Extracted data entries
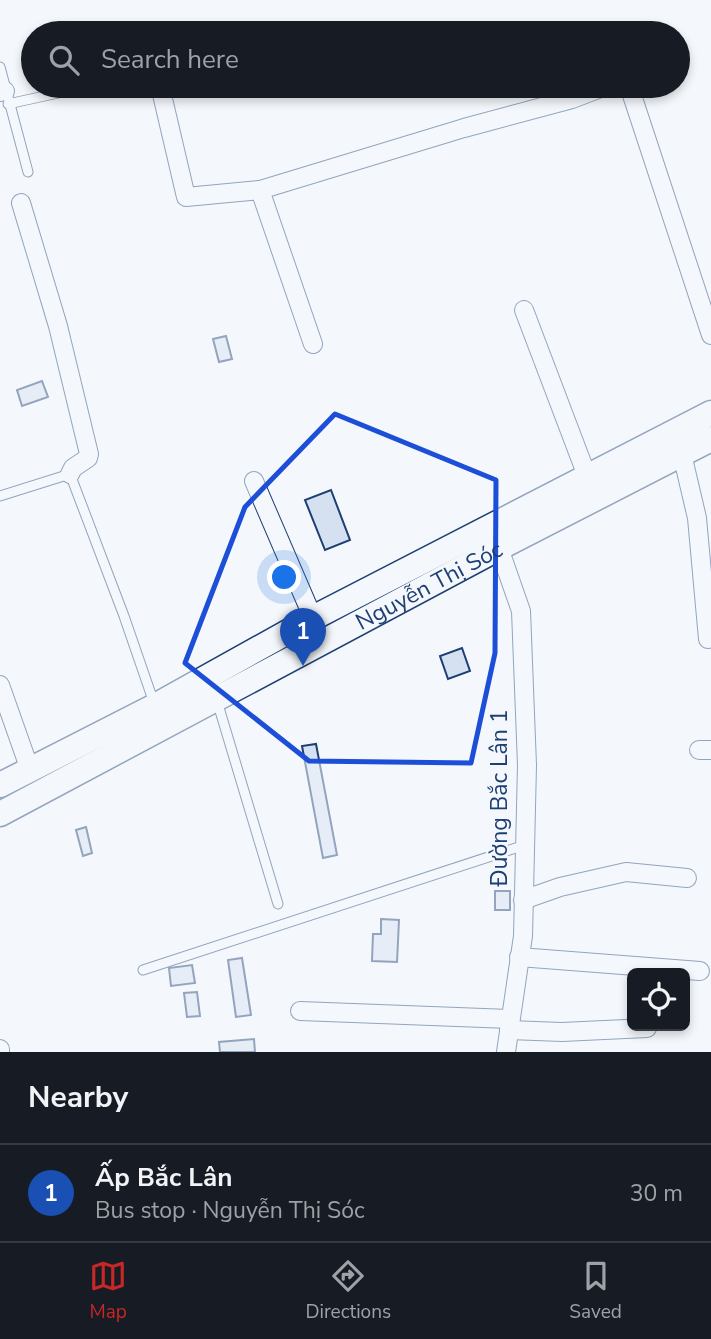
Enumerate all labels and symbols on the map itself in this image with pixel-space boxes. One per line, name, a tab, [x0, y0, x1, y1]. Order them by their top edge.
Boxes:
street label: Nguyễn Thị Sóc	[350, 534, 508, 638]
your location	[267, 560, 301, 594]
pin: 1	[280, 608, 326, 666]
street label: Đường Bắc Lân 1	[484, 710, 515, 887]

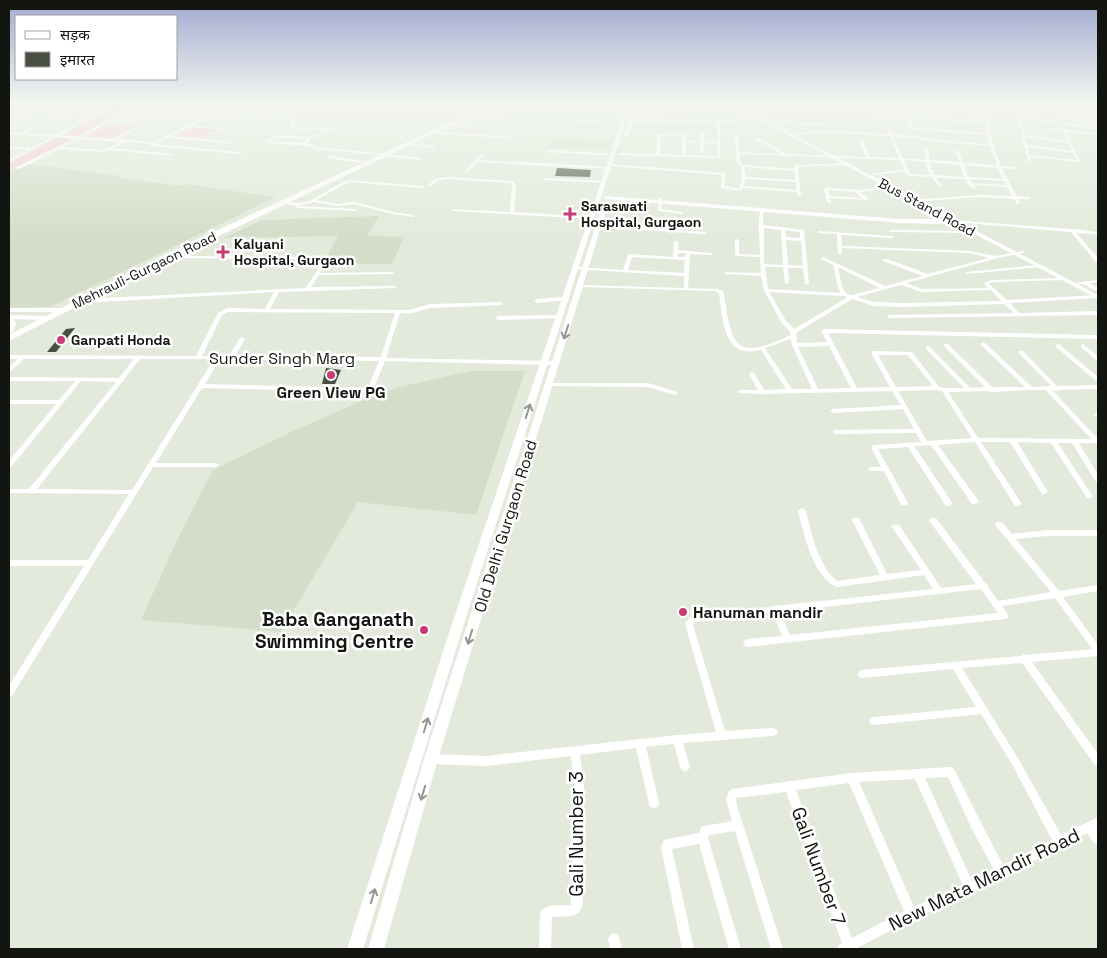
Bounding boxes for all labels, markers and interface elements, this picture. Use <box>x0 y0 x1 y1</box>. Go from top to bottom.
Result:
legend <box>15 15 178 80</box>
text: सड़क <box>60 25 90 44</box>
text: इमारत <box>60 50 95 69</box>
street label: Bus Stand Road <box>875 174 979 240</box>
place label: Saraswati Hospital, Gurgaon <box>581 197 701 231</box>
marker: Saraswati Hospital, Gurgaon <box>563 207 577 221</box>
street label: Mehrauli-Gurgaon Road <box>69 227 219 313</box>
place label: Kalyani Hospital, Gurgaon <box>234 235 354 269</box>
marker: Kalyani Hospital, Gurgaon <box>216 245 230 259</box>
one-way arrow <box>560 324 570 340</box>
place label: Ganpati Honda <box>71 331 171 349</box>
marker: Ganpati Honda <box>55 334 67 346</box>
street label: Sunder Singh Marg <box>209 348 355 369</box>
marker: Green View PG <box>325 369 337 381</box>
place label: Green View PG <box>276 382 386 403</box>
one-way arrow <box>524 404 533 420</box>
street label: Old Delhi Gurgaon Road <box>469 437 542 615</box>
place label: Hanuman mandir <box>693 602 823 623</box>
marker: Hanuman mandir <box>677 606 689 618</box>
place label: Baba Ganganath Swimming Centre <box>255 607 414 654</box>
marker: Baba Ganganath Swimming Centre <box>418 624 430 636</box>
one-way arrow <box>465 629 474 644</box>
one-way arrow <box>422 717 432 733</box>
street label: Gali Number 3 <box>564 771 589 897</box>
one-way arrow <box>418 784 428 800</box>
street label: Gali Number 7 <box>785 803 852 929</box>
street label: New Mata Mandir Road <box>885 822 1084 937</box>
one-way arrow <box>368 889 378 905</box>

* * *

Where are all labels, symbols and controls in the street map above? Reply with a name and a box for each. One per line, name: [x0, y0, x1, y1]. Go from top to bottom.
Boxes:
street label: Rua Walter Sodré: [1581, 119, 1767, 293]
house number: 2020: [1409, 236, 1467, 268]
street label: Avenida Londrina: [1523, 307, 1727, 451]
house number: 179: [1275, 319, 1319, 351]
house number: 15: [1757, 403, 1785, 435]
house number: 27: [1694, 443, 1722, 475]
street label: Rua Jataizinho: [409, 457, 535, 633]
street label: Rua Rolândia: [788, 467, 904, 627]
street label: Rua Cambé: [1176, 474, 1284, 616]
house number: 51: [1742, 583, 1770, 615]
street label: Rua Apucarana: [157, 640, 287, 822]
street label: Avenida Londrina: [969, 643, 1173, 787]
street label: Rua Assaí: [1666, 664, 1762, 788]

■ **WHAT TO WORK ON**
Examine the records and pull out every line where the string "bottom" occurs.

■ **YOUR RESPONSE**
Bounding boxes for all labels, markers and interface elements, this picture. Use <box>x0 y0 x1 y1</box>. Go from top to bottom.
Where are all labels, symbols and controls in the street map above? Reply with a name and a box for each. One per line, name: [x0, y0, x1, y1]. Go from top to bottom.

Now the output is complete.